→ EXERCISE AIM:
Could you count the lines below that include the word "hidden" and give only the number?

→ ENTRIES SHOWN:

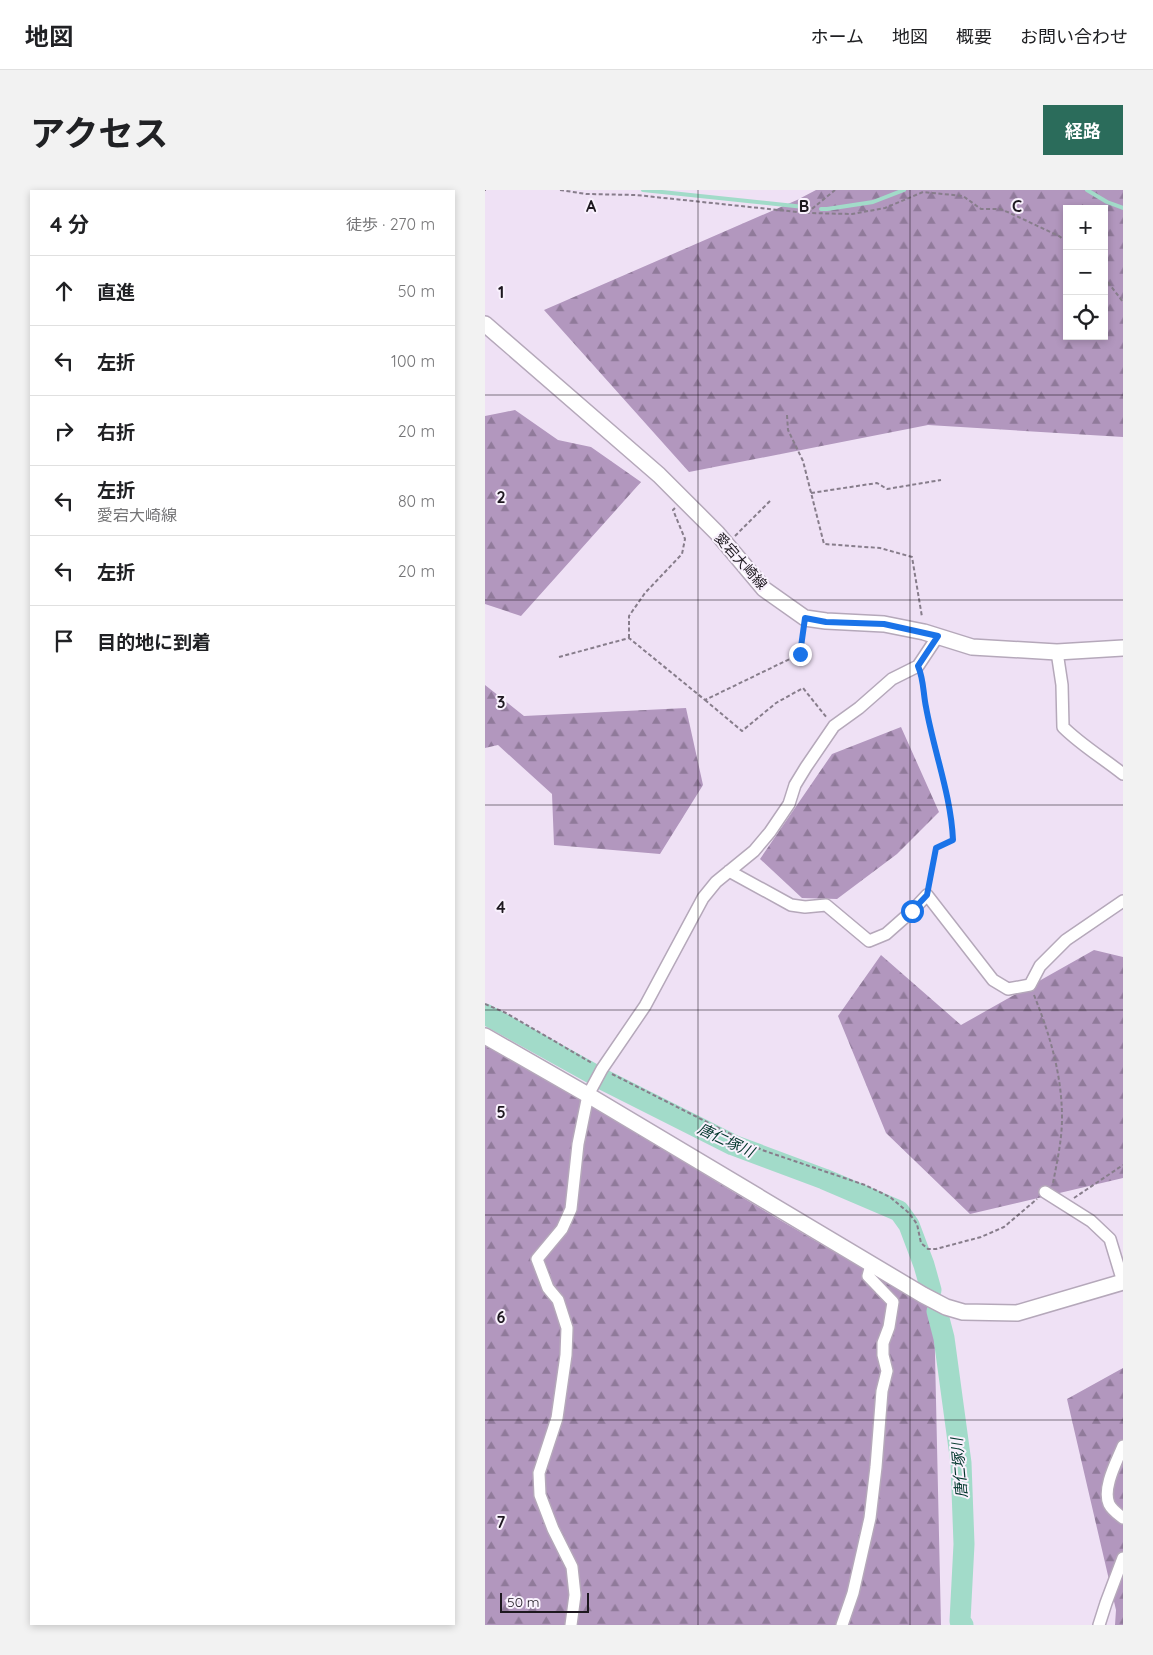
<!DOCTYPE html>
<html lang="ja">
<meta charset="utf-8">
<style>
body{margin:0;font-family:Quicksand,"Noto Sans JP",sans-serif;background:#f2f2f2;color:#202124}
.controls{position:absolute;right:15px;top:15px;display:grid;overflow:hidden;border-radius:0px;box-shadow:0 2px 8px #0003}
.controls button{width:45px;height:45px;display:grid;place-items:center;padding:0;border:0;border-bottom:1px solid #e0e0e0;background:#fff;color:#202124;font:25px sans-serif}
.scale{position:absolute;left:15px;bottom:12px;width:89px;box-sizing:border-box;padding-left:5px;border:2px solid #1d181f;border-top:0;font-size:14px;line-height:18px;white-space:nowrap;color:#1d181f;-webkit-text-stroke:4px #f9f1fd;paint-order:stroke}
.stop{position:absolute;width:15px;height:15px;margin:-11px;border:4px solid #1a73e8;border-radius:50%;background:#fff}
.stop.end{background:#1a73e8;border-color:#fff;box-shadow:0 1px 5px #0008}
.list{margin:0;padding:0;list-style:none}
h2{display:flex;justify-content:space-between;align-items:center;height:65px;margin:0;padding:0 20px;font-size:21px}
h2 small{font-size:16px;font-weight:400;color:#757577}
.list li{display:grid;grid-template-columns:32px 1fr auto;gap:15px;align-items:center;box-sizing:border-box;height:70px;padding:0 20px;border-top:1px solid #e0e0e0}
.list b{display:block;font-size:19px;white-space:nowrap}
.list p{margin:0;font-size:16px;white-space:nowrap;color:#757577}
.list em{font-size:16px;font-style:normal;color:#757577}
.icon{flex:none;width:28px;height:28px;fill:none;stroke:currentColor;stroke-width:2;stroke-linecap:round;stroke-linejoin:round}
.map{position:relative;flex:none;width:638px;height:1435px;overflow:hidden;border-radius:0px}
header{display:flex;align-items:center;gap:30px;box-sizing:border-box;height:70px;padding:0 25px;background:#fff;border-bottom:1px solid #e0e0e0}
header strong{font-size:24px}
nav{display:flex;gap:28px;margin-inline-start:auto;font-size:18px}
.intro{display:flex;align-items:center;justify-content:space-between;box-sizing:border-box;height:120px;padding:0 30px}
h1{margin:0;font-size:35px}
.button{padding:12px 22px;border-radius:0px;background:#2b6c5b;color:#fff;font-size:18px;font-weight:700}
main{display:flex;gap:30px;padding:0 30px}
aside{flex:1;background:#fff;border-radius:0px;box-shadow:0 2px 8px #0003}
.map>svg:first-child{display:block}
</style>
<header>
<strong>地図</strong>
<nav><a>ホーム</a><a>地図</a><a>概要</a><a>お問い合わせ</a></nav>
</header>
<div class="intro"><h1>アクセス</h1><a class="button">経路</a></div>
<main>
<aside>
<h2>4 分<small>徒歩 · 270 m</small></h2>
<ul class="list">
<li><svg class="icon" aria-label="ahead" viewBox="0 0 24 24"><path d="M12 20V5M6 11l6-6 6 6"/></svg><div><b>直進</b></div><em>50 m</em></li>
<li><svg class="icon" aria-label="left" viewBox="0 0 24 24"><path d="M17 20v-9H6M10 6l-5 5 5 5"/></svg><div><b>左折</b></div><em>100 m</em></li>
<li><svg class="icon" aria-label="right" viewBox="0 0 24 24"><path d="M7 20v-9h11M14 6l5 5-5 5"/></svg><div><b>右折</b></div><em>20 m</em></li>
<li><svg class="icon" aria-label="left" viewBox="0 0 24 24"><path d="M17 20v-9H6M10 6l-5 5 5 5"/></svg><div><b>左折</b><p>愛宕大崎線</p></div><em>80 m</em></li>
<li><svg class="icon" aria-label="left" viewBox="0 0 24 24"><path d="M17 20v-9H6M10 6l-5 5 5 5"/></svg><div><b>左折</b></div><em>20 m</em></li>
<li><svg class="icon" aria-label="arrive" viewBox="0 0 24 24"><path d="M6 21V4h12l-3 4 3 4H6"/></svg><div><b>目的地に到着</b></div></li>
</ul>
</aside>
<div class="map">
<svg width="638" height="1435" viewBox="0 0 638 1435">
<defs>
<pattern id="forest-firs" width="22" height="20" patternUnits="userSpaceOnUse" patternTransform="scale(1.25)"><rect width="22" height="20" fill="#b297be"/><path d="M5 1l3.5 6h-7zM16 11l3.5 6h-7z" fill="#907a9a"/></pattern>
</defs>
<rect width="100%" height="100%" fill="#efe1f5"/>
<!-- forest -->
<path fill="url(#forest-firs)" fill-rule="evenodd" d="M331,0H638V247L443,235L204,282L59,120L312,10ZM582,19H619V146H582Z
M30,220L73,250L106,257L156,292L36,426L0,414V226Z
M0,495L39,526L201,518L218,595L175,664L69,655L67,604L13,555L0,558Z
M416,537L454,622L412,664L352,709L317,708L275,669L347,564Z
M609,760L638,767V988L485,1024L401,943L353,826L396,765L476,835Z
M0,855L92,907L288,1026L449,1120L456,1435H0Z
M638,1178V1435H630L631,1420L582,1209Z"/>
<g fill="none" stroke-linecap="round" stroke-linejoin="round">
<!-- stream -->
<path stroke="#a2dbc9" stroke-width="4" d="M158,0L319,17
M602,0L622,12L638,18
M336,19H342L388,12L419,0"/>
<!-- river -->
<path stroke="#a2dbc9" stroke-width="21" d="M0,824L119,890L248,955L339,989L414,1021L424,1035L439,1075L446,1100
M452,1121L459,1148L476,1273L479,1354L475,1431L478,1435"/>
<defs>
<path id="minor" d="M572,462L577,495L578,537C596,555 618,568 638,584
M244,681L306,715L320,717L341,715L384,751L401,744L427,721L442,705L508,790L523,799L545,795L555,776L581,750L638,711
M560,1002L606,1031L625,1049L638,1092
M638,1256C632,1271 617,1298 624,1314C627,1320 633,1324 638,1328
M86,1435L90,1405L87,1377L68,1339L55,1305L54,1283L72,1228L81,1165L82,1138L73,1110L63,1098L52,1069L77,1039L86,1019L93,954L103,905L117,879L160,816L218,708L231,692L269,661L285,642L304,614L310,595L321,577L349,536L374,518L407,489L433,476L453,446
M357,1435L368,1403L385,1328L391,1277L397,1201L402,1181L398,1165V1153L404,1137L408,1112L383,1086L386,1075
M614,1435L621,1413L638,1368"/>
<path id="tertiary" d="M0,134L174,285L232,343L279,399L320,428L341,431L399,434L439,442L487,457L572,462L638,458
M0,846L103,905L438,1105L461,1117L478,1122L532,1123L638,1092"/>
</defs>
<!-- minor casing -->
<use href="#minor" stroke="#b5a8ba" stroke-width="14"/>
<!-- tertiary casing -->
<use href="#tertiary" stroke="#b5a8ba" stroke-width="18"/>
<!-- path -->
<path stroke="#877d8b" stroke-width="2" stroke-dasharray="4 2.5" stroke-linecap="butt" d="M0,0H1
M75,0L101,4L151,5L322,23L367,24L400,18L438,2L478,6L496,19H515L525,23L574,46L582,52
M322,23L350,0
M619,87L638,112
M302,225L303,240L318,271L339,354L395,358L427,367L437,427
M326,303L392,293L402,299L456,290
M250,346L285,311
M144,448V426L160,403L197,364L200,349L188,320L190,318
M74,467L144,448L220,510L315,464L318,440
M438,487L440,516L467,629L468,650L451,658L445,693
M220,510L257,541L291,513L318,498L342,528
M549,805C565,845 577,885 577,928C577,950 572,972 568,993
M0,814L21,823L107,873
M127,884L277,960L380,995L405,1007L424,1023L432,1034L436,1053L443,1059H451L496,1047L519,1037L552,1009
M589,1008L638,975"/>
<!-- minor -->
<use href="#minor" stroke="#fff" stroke-width="11"/>
<!-- tertiary -->
<use href="#tertiary" stroke="#fff" stroke-width="15"/>
</g>
<g fill="none" stroke-linecap="round" stroke-linejoin="round">
<!-- route -->
<path stroke="#1a73e8" stroke-width="6" d="M315,464L320,428L341,432L399,434L453,446L433,476C439,490 438,503 441,517C449,562 466,605 468,650L451,658L442,705L427,721"/>
</g>
<!-- grid -->
<path fill="none" stroke="#1d181f" stroke-width="1" stroke-opacity="0.55" d="M213,0V1435M425,0V1435M0,205H638M0,410H638M0,615H638M0,820H638M0,1025H638M0,1230H638"/>
<g text-anchor="middle" dominant-baseline="central" stroke-width="4" stroke-linejoin="round" paint-order="stroke">
<!-- street labels -->
<g font-size="14" fill="#1d181f" stroke="#f9f1fd">
<text transform="translate(256 371) rotate(48)">愛宕大崎線</text>
</g>
<!-- water labels -->
<g font-size="15" font-style="italic" fill="#02372c" stroke="#f9f1fd">
<text transform="translate(241 950) rotate(25)">唐仁塚川</text>
<text transform="translate(474 1278) rotate(-95)">唐仁塚川</text>
</g>
</g>
<g font-size="16" text-anchor="middle" font-weight="bold" fill="#1d181f" stroke="#f9f1fd" stroke-width="4" stroke-linejoin="round" paint-order="stroke">
<text x="106" y="22">A</text>
<text x="319" y="22">B</text>
<text x="532" y="22">C</text>
<text x="16" y="108">1</text>
<text x="16" y="313">2</text>
<text x="16" y="518">3</text>
<text x="16" y="723">4</text>
<text x="16" y="928">5</text>
<text x="16" y="1133">6</text>
<text x="16" y="1338">7</text>
</g>
</svg>
<div class="controls">
<button>+</button>
<button>−</button>
<button><svg class="icon" aria-label="locate" viewBox="0 0 24 24"><circle cx="12" cy="12" r="6"/><path d="M12 2v4M12 18v4M2 12h4M18 12h4"/></svg></button>
</div>
<div class="scale">50 m</div>
<div class="stop" style="left:427px;top:721px"></div>
<div class="stop end" style="left:315px;top:464px"></div>
</div>
</main>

→ RESPONSE TO THIS TASK:
2